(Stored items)
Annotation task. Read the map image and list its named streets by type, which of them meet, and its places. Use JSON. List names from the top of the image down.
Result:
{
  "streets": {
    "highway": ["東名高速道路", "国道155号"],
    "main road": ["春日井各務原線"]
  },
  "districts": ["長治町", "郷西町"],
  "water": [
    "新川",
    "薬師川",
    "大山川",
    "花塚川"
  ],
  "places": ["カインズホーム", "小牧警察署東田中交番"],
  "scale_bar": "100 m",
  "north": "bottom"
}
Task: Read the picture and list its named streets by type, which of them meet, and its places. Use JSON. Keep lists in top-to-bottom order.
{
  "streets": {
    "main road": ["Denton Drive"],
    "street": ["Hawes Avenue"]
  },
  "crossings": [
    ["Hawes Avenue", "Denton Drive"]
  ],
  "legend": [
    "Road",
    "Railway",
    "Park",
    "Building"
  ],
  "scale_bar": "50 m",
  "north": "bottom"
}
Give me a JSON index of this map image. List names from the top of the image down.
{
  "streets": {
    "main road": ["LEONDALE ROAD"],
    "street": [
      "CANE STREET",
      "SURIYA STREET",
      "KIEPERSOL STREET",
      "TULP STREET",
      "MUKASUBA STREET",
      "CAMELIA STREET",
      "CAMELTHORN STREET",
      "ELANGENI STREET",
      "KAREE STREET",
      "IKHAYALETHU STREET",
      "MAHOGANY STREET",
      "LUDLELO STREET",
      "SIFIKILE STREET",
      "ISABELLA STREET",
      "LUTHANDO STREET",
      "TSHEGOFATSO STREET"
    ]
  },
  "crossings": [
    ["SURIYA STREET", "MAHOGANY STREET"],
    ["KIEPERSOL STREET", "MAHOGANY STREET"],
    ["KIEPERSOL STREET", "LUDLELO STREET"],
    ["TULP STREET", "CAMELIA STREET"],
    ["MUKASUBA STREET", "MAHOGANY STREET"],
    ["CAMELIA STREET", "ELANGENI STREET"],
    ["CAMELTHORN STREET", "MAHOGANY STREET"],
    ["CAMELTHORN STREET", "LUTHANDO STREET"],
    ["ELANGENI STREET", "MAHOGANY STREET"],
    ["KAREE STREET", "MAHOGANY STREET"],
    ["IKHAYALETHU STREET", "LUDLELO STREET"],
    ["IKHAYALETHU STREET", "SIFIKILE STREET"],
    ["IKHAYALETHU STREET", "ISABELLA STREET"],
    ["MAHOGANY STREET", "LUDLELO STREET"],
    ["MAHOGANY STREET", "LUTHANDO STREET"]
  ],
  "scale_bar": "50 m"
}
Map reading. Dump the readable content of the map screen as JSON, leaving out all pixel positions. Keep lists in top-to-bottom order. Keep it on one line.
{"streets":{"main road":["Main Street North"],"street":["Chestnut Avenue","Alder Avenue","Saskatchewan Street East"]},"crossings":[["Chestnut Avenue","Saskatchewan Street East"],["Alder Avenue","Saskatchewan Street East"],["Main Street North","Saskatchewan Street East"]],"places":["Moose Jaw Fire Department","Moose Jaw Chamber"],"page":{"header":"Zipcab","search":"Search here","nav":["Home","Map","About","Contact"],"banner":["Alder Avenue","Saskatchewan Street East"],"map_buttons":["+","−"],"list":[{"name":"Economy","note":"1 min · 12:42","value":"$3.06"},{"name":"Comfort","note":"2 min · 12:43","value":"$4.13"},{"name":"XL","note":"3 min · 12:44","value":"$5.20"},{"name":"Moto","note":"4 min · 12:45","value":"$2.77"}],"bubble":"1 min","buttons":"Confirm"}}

#### Exercise directions:
Transcribe each record exactly as it is written above.

#### Result for this task:
Annotation task. Read the map image and list its named streets by type, which of them meet, and its places. Use JSON. List names from the top of the image down.
Result:
{
  "streets": {
    "highway": ["東名高速道路", "国道155号"],
    "main road": ["春日井各務原線"]
  },
  "districts": ["長治町", "郷西町"],
  "water": [
    "新川",
    "薬師川",
    "大山川",
    "花塚川"
  ],
  "places": ["カインズホーム", "小牧警察署東田中交番"],
  "scale_bar": "100 m",
  "north": "bottom"
}
Task: Read the picture and list its named streets by type, which of them meet, and its places. Use JSON. Keep lists in top-to-bottom order.
{
  "streets": {
    "main road": ["Denton Drive"],
    "street": ["Hawes Avenue"]
  },
  "crossings": [
    ["Hawes Avenue", "Denton Drive"]
  ],
  "legend": [
    "Road",
    "Railway",
    "Park",
    "Building"
  ],
  "scale_bar": "50 m",
  "north": "bottom"
}
Give me a JSON index of this map image. List names from the top of the image down.
{
  "streets": {
    "main road": ["LEONDALE ROAD"],
    "street": [
      "CANE STREET",
      "SURIYA STREET",
      "KIEPERSOL STREET",
      "TULP STREET",
      "MUKASUBA STREET",
      "CAMELIA STREET",
      "CAMELTHORN STREET",
      "ELANGENI STREET",
      "KAREE STREET",
      "IKHAYALETHU STREET",
      "MAHOGANY STREET",
      "LUDLELO STREET",
      "SIFIKILE STREET",
      "ISABELLA STREET",
      "LUTHANDO STREET",
      "TSHEGOFATSO STREET"
    ]
  },
  "crossings": [
    ["SURIYA STREET", "MAHOGANY STREET"],
    ["KIEPERSOL STREET", "MAHOGANY STREET"],
    ["KIEPERSOL STREET", "LUDLELO STREET"],
    ["TULP STREET", "CAMELIA STREET"],
    ["MUKASUBA STREET", "MAHOGANY STREET"],
    ["CAMELIA STREET", "ELANGENI STREET"],
    ["CAMELTHORN STREET", "MAHOGANY STREET"],
    ["CAMELTHORN STREET", "LUTHANDO STREET"],
    ["ELANGENI STREET", "MAHOGANY STREET"],
    ["KAREE STREET", "MAHOGANY STREET"],
    ["IKHAYALETHU STREET", "LUDLELO STREET"],
    ["IKHAYALETHU STREET", "SIFIKILE STREET"],
    ["IKHAYALETHU STREET", "ISABELLA STREET"],
    ["MAHOGANY STREET", "LUDLELO STREET"],
    ["MAHOGANY STREET", "LUTHANDO STREET"]
  ],
  "scale_bar": "50 m"
}
Map reading. Dump the readable content of the map screen as JSON, leaving out all pixel positions. Keep lists in top-to-bottom order. Keep it on one line.
{"streets":{"main road":["Main Street North"],"street":["Chestnut Avenue","Alder Avenue","Saskatchewan Street East"]},"crossings":[["Chestnut Avenue","Saskatchewan Street East"],["Alder Avenue","Saskatchewan Street East"],["Main Street North","Saskatchewan Street East"]],"places":["Moose Jaw Fire Department","Moose Jaw Chamber"],"page":{"header":"Zipcab","search":"Search here","nav":["Home","Map","About","Contact"],"banner":["Alder Avenue","Saskatchewan Street East"],"map_buttons":["+","−"],"list":[{"name":"Economy","note":"1 min · 12:42","value":"$3.06"},{"name":"Comfort","note":"2 min · 12:43","value":"$4.13"},{"name":"XL","note":"3 min · 12:44","value":"$5.20"},{"name":"Moto","note":"4 min · 12:45","value":"$2.77"}],"bubble":"1 min","buttons":"Confirm"}}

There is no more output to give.